Outro aspecto interessante é a forma como criamos histórias dos nossos pensamentos e não percebemos que criamos as histórias, mas tornamo-nos vítimas das histórias que nós mesmos criamos. Às vezes, as histórias podem até se tornar filmes, filmes na nossa mente do que aconteceu no passado e sobre o que acontecerá no futuro. Às vezes, criamos filmes muito destrutivos, e nós somos o diretor, somos o produtor, somos o ator e somos a vítima, tudo nesse drama. Vou dar um exemplo do que é essa história e como a história pode se tornar uma espécie de realidade naquele momento.

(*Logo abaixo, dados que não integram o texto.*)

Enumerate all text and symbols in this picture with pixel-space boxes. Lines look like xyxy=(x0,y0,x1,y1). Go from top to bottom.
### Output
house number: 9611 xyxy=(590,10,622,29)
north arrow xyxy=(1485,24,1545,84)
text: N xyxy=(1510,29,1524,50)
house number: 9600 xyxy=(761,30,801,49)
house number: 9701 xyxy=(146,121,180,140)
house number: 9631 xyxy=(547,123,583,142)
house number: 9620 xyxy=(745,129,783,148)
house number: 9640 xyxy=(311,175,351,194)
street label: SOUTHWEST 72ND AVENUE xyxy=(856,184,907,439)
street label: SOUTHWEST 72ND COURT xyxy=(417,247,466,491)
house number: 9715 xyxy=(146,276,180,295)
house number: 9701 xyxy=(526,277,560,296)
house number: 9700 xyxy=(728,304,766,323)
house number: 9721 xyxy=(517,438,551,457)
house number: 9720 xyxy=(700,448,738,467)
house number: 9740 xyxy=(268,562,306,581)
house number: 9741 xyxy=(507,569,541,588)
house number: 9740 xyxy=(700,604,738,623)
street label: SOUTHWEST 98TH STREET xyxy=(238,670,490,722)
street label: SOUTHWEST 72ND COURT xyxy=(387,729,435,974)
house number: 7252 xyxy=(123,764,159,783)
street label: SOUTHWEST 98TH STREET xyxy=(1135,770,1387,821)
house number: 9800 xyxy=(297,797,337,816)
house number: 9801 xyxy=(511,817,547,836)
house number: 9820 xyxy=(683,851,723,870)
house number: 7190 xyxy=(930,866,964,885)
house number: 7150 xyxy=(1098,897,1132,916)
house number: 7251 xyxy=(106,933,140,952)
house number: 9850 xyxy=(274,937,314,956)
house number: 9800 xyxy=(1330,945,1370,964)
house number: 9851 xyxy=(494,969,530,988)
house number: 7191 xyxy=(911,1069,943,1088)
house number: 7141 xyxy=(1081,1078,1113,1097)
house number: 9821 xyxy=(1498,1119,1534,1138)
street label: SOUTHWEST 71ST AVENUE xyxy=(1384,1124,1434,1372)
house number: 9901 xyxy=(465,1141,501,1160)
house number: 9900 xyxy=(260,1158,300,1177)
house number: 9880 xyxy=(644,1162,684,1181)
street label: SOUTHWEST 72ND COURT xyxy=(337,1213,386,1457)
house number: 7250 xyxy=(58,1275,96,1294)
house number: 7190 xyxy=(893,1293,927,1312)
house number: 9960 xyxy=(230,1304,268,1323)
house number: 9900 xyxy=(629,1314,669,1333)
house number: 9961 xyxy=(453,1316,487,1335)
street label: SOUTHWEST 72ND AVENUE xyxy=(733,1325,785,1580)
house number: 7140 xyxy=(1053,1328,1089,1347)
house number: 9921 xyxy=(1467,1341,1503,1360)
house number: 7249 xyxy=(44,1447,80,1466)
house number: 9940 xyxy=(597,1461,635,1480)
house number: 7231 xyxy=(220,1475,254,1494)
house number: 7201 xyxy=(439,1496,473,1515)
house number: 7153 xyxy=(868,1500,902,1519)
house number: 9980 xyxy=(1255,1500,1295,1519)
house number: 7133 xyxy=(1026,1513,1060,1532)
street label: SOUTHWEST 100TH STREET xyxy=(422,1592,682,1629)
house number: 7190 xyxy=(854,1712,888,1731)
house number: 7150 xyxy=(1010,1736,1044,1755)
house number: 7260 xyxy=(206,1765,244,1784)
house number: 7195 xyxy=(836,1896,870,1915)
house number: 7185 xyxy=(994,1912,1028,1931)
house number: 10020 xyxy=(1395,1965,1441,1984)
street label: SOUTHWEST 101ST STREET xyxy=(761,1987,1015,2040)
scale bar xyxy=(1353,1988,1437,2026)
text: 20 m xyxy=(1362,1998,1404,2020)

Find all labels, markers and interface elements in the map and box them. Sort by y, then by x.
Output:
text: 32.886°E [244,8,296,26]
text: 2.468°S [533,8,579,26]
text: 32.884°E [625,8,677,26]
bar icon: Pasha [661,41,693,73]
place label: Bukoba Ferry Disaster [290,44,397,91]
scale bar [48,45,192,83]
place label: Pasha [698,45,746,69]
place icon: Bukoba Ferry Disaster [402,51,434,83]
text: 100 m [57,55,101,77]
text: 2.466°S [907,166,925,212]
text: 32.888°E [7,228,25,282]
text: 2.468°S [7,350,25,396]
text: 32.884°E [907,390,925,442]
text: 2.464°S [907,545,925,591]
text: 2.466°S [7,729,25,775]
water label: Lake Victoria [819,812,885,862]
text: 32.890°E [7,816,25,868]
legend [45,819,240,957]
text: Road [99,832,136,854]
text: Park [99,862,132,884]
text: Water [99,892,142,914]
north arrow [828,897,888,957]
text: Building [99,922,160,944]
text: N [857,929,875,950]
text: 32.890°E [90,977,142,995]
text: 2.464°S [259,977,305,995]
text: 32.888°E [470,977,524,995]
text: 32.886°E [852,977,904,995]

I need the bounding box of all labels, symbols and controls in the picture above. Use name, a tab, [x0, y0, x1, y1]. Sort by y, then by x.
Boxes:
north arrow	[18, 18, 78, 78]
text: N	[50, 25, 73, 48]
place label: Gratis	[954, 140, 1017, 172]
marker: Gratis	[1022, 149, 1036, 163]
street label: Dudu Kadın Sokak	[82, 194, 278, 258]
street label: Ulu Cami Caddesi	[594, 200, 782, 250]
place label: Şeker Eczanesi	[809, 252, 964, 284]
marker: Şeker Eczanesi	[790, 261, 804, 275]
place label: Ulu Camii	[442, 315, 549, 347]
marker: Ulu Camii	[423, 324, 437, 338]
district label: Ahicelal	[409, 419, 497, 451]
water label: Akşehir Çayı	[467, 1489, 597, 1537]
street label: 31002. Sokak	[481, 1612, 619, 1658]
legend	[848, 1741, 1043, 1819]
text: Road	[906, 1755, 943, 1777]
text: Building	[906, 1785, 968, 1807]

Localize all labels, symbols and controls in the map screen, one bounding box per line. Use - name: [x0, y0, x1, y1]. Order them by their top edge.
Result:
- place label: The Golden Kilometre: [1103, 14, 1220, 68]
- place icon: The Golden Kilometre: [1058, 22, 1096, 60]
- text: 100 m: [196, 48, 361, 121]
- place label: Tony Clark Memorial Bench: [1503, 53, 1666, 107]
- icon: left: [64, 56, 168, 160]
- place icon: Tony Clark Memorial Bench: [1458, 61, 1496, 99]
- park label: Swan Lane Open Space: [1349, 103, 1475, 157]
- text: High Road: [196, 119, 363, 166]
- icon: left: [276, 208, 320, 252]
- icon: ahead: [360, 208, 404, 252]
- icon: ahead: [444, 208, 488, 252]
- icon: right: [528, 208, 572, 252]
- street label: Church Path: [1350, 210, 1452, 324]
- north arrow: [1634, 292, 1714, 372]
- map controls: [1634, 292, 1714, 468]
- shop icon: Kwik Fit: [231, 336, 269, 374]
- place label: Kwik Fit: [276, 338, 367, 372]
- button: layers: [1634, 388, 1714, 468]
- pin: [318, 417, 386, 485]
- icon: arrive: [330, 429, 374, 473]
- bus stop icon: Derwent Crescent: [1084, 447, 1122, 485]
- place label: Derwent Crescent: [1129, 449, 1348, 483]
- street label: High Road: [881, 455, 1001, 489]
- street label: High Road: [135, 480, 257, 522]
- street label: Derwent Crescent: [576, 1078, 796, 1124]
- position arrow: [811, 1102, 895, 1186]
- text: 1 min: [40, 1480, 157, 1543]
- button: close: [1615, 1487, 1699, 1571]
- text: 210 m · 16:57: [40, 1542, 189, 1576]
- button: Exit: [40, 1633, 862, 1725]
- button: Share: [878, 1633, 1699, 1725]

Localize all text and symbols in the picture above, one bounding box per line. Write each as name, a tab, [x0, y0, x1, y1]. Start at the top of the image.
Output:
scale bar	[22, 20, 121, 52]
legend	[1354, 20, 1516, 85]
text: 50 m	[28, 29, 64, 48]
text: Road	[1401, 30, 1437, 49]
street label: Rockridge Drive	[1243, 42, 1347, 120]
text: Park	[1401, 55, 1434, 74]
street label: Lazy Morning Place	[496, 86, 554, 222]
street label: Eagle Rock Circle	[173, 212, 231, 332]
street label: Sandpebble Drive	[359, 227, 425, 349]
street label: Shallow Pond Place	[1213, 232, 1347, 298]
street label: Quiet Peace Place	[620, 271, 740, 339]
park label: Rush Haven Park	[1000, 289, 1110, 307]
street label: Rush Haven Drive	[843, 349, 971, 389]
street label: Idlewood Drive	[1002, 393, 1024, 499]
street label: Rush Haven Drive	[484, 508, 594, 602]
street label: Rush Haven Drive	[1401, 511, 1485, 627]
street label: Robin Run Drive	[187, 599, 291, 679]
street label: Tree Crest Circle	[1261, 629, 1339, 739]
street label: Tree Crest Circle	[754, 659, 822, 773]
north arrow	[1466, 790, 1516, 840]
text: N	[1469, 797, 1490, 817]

Esta é uma história da literatura buddhista. Então, havia um jovem monge que queria desistir de usar seu manto. Ele não havia contado ao abade sobre seus planos, mas um dia o abade estava com dor de cabeça, então ele pediu a esse jovem monge que lhe fizesse uma massagem, e para isso esfregasse um pouco de óleo em sua cabeça. Então, enquanto massageava a cabeça, o jovem monge estava pensando: “Agora, talvez em um mês ou dois, eu desistirei das minhas vestes. E depois de eu desistir de minhas vestes, talvez eu encontre um emprego, e quando eu encontrar um emprego receberei algum dinheiro, e quando eu ganhar dinheiro suficiente, talvez encontre uma garota e me case com ela. Mas às vezes essas esposas podem ser pessoas impossíveis, e se minha esposa se tornar difícil ou impossível, eu vou bater nela. E ele, então, bateu na cabeça do velho monge!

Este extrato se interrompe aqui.